Vaporous apps are rising as point products for social big data mobility

Oracle has started touring the world, throwing “CloudWorld” events at which it explains it’s not late to the cloud, but took its own sweet time getting there in good shape.

That was the message at the Sydney event today, where the Big O’s chief communications officer Bob Evans predicted 2013’s “dumbest idea” has already been uttered, and it is that Oracle has missed and/or disregards the cloud. CEO and Founder Larry Ellison, he insisted, just about invented software-as-a-service by backing NetSuite in 1998, a time when clouds had only meteorological connotations and application service providers represented the bleeding edge model for consuming applications.

Fast forward fifteen years and Oracle, Evans says, now has cloud “at the heart of everything we do.”

And what does it do?

The Sydney audience was treated to a laundry list of applications Oracle will now happily deploy to the cloud or, should you prefer it, hybrid arrangements that span your premises and Oracle’s data centres. Just about every app Oracle revealed as Project Fusion is now available in cloudy configuration.

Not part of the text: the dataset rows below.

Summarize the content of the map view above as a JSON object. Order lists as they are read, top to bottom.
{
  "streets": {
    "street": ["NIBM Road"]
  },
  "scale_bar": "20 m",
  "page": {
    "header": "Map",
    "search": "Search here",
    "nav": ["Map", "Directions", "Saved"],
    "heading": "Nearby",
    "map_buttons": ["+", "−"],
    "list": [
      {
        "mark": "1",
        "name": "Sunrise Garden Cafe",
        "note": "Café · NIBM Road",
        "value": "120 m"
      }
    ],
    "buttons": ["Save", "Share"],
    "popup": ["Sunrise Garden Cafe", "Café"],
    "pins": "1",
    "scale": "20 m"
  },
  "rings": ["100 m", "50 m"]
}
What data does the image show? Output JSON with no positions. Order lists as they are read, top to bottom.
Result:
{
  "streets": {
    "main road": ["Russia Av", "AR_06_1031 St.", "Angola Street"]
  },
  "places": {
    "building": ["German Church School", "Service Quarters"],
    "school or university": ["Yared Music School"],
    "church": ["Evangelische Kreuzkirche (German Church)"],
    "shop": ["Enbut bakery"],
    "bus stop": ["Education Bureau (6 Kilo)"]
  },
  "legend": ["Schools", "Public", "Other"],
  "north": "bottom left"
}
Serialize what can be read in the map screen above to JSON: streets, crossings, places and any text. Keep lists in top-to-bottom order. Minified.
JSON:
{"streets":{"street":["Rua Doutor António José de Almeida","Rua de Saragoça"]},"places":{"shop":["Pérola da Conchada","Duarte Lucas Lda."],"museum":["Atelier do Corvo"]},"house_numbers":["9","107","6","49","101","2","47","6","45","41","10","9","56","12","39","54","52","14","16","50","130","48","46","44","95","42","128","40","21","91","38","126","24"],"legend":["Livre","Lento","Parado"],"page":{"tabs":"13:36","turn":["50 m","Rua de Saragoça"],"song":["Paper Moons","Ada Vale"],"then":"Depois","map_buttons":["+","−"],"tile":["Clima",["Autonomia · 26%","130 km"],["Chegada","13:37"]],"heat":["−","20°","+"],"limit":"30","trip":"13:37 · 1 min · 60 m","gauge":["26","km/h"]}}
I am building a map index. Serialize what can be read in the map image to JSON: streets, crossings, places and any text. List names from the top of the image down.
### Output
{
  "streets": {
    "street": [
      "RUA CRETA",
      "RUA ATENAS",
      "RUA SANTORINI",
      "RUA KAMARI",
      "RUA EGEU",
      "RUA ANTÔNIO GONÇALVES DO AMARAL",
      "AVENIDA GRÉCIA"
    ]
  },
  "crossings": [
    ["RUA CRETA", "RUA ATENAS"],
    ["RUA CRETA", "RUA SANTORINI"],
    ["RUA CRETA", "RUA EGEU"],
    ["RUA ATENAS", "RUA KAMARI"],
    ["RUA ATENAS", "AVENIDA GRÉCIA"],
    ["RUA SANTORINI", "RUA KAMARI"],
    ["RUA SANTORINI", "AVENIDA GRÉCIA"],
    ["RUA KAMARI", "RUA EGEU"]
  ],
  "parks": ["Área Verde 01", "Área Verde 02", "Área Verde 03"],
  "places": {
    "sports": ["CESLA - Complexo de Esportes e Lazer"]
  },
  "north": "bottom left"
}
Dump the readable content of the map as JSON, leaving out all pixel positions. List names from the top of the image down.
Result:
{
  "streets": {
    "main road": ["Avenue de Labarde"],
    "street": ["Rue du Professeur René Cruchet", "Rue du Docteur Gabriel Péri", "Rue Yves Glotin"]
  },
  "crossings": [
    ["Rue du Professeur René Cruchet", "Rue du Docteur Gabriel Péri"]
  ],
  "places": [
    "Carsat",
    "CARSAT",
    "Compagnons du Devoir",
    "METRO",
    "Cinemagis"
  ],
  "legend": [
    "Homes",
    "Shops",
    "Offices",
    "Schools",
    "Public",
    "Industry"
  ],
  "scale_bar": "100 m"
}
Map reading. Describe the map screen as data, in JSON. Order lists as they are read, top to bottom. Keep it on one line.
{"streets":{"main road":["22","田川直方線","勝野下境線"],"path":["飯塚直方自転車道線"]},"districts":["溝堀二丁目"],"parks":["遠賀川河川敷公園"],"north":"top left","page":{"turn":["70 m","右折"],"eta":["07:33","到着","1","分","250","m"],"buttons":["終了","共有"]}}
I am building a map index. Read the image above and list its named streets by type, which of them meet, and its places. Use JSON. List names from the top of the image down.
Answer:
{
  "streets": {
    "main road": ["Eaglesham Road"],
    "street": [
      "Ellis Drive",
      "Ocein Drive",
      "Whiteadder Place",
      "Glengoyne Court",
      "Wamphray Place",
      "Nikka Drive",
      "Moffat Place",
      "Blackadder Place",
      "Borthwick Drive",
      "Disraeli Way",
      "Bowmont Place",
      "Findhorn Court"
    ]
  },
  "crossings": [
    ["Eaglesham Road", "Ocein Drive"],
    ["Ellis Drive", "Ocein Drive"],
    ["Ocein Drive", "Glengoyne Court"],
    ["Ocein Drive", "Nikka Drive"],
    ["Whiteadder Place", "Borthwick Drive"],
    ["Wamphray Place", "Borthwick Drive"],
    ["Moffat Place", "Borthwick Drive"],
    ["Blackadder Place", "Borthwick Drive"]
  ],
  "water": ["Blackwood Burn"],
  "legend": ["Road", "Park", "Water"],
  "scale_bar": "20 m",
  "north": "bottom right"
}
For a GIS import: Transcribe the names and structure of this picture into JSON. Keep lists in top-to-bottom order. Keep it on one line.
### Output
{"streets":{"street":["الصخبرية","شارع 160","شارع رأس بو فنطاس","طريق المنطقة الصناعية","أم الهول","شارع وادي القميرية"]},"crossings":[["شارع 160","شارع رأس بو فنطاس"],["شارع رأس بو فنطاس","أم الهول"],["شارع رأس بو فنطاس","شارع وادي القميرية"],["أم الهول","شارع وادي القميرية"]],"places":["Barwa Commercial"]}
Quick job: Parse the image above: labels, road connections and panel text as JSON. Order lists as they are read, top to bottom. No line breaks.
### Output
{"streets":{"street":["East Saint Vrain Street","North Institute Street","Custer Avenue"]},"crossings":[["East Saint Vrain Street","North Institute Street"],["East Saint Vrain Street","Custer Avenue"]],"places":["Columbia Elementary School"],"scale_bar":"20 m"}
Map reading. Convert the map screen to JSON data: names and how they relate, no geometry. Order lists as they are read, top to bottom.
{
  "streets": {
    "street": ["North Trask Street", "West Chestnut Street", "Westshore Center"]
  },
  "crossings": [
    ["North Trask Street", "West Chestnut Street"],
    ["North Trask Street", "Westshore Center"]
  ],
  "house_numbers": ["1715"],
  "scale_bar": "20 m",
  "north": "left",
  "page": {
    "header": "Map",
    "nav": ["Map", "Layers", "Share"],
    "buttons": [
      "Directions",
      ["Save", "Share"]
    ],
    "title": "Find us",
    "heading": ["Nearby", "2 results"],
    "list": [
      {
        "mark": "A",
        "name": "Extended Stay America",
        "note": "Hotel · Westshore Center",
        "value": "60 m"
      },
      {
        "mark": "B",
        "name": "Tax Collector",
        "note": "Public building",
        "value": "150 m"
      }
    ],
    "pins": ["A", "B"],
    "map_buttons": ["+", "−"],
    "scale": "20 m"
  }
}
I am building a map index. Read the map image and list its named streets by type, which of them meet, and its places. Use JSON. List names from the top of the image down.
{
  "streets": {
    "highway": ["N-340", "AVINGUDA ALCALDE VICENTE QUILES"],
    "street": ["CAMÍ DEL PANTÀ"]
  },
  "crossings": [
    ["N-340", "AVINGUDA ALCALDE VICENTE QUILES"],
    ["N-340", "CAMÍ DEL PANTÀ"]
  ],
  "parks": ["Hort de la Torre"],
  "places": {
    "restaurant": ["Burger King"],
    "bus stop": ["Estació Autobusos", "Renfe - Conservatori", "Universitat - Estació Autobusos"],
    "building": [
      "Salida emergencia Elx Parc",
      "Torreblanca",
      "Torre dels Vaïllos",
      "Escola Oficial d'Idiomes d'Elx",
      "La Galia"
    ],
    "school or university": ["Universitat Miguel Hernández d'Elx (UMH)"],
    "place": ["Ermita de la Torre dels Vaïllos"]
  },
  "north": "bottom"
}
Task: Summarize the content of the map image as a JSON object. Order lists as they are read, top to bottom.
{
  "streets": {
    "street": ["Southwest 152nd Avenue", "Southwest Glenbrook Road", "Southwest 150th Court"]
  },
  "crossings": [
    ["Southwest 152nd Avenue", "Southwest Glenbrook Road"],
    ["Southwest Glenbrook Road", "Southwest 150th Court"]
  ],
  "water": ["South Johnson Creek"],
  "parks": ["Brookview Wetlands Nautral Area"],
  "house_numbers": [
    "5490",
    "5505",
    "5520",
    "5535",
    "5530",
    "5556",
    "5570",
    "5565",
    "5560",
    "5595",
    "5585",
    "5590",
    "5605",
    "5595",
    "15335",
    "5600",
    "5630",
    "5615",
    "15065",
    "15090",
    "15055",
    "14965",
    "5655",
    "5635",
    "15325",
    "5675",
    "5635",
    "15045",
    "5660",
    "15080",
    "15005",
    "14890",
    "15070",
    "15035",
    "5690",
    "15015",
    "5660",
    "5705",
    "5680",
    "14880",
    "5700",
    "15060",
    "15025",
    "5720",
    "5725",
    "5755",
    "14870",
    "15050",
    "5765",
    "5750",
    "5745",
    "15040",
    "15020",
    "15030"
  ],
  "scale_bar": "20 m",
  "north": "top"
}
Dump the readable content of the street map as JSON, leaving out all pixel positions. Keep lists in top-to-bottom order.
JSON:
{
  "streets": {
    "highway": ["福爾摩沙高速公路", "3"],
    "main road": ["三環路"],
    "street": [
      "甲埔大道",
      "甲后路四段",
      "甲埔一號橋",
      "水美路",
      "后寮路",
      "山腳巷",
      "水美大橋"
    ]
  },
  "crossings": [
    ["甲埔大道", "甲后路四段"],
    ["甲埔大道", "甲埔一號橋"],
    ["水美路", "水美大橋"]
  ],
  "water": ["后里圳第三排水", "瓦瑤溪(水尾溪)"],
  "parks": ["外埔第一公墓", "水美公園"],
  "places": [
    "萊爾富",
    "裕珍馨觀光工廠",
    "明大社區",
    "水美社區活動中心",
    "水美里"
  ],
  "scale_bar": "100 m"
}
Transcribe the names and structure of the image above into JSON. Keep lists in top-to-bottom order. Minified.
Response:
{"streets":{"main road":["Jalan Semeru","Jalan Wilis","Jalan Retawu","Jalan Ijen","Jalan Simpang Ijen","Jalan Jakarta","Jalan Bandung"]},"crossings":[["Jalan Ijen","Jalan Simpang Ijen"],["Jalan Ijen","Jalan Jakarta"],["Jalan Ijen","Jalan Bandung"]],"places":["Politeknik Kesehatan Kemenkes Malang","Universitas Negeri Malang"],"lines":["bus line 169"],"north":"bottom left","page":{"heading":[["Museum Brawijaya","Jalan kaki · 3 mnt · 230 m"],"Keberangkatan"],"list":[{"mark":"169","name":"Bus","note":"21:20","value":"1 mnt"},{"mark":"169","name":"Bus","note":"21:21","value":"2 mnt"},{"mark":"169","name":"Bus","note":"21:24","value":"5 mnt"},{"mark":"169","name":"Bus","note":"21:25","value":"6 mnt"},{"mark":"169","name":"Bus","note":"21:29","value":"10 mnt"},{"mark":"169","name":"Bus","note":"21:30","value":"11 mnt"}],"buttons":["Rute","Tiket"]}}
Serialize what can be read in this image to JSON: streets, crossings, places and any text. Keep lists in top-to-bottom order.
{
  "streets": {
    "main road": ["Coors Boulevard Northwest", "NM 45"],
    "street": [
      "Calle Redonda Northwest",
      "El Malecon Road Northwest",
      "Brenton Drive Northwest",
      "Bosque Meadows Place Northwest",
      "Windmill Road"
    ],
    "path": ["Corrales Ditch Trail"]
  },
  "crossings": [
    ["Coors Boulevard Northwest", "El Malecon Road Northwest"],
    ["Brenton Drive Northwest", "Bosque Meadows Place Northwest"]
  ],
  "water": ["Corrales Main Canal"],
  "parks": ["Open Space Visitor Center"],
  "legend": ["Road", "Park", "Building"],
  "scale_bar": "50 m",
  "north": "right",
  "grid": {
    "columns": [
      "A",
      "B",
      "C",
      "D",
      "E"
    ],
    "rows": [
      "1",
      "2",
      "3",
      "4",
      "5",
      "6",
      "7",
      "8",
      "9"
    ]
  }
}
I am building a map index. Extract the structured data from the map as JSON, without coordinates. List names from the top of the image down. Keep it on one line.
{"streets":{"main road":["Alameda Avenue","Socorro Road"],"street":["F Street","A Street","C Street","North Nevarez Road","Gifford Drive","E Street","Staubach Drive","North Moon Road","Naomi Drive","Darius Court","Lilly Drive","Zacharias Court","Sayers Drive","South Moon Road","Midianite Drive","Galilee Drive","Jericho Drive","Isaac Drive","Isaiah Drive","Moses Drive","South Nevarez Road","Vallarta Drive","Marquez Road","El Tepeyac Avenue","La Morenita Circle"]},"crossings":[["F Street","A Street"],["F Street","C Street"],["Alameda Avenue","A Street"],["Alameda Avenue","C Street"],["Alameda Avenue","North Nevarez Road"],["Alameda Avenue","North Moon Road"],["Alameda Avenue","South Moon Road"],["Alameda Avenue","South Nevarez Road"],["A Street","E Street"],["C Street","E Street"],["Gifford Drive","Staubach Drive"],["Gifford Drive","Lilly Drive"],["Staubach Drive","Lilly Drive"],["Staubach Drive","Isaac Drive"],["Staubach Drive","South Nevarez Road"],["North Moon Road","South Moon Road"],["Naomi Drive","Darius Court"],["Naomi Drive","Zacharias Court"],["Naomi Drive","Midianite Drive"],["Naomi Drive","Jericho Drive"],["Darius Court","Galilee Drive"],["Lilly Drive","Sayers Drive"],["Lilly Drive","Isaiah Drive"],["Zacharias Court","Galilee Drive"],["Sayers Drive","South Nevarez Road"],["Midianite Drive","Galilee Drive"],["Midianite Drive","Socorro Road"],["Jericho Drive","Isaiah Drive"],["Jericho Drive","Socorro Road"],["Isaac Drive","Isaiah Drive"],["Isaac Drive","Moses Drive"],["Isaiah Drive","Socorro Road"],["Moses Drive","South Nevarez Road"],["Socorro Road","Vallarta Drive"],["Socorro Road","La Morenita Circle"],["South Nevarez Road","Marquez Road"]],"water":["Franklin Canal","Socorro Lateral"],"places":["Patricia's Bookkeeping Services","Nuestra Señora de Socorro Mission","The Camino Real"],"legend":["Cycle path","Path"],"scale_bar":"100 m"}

Here’s how Oracle sees its cloud.

Oracle's cloud structure

Oracle's cloudy stack, if we can call something two layers tall a stack

Application services translates as “Oracle applications”, even newly-acquire ones like Eloqua. Evans said “social services” will mean IT shops won’t run mere “systems of record” and will instead offer “systems of engagement” and “go from transactions to interactions”. This bit of the Oracle cloud will plug in to other bits to give them the capabilities Oracle feels will be essential to sell so much as a stick of gum at a time when customers are likely to Tweet about their first chew, mention the second jaw movement on Facebook, review the overall experience on Yelp and then mashup all three into an animated GIF on tumblr.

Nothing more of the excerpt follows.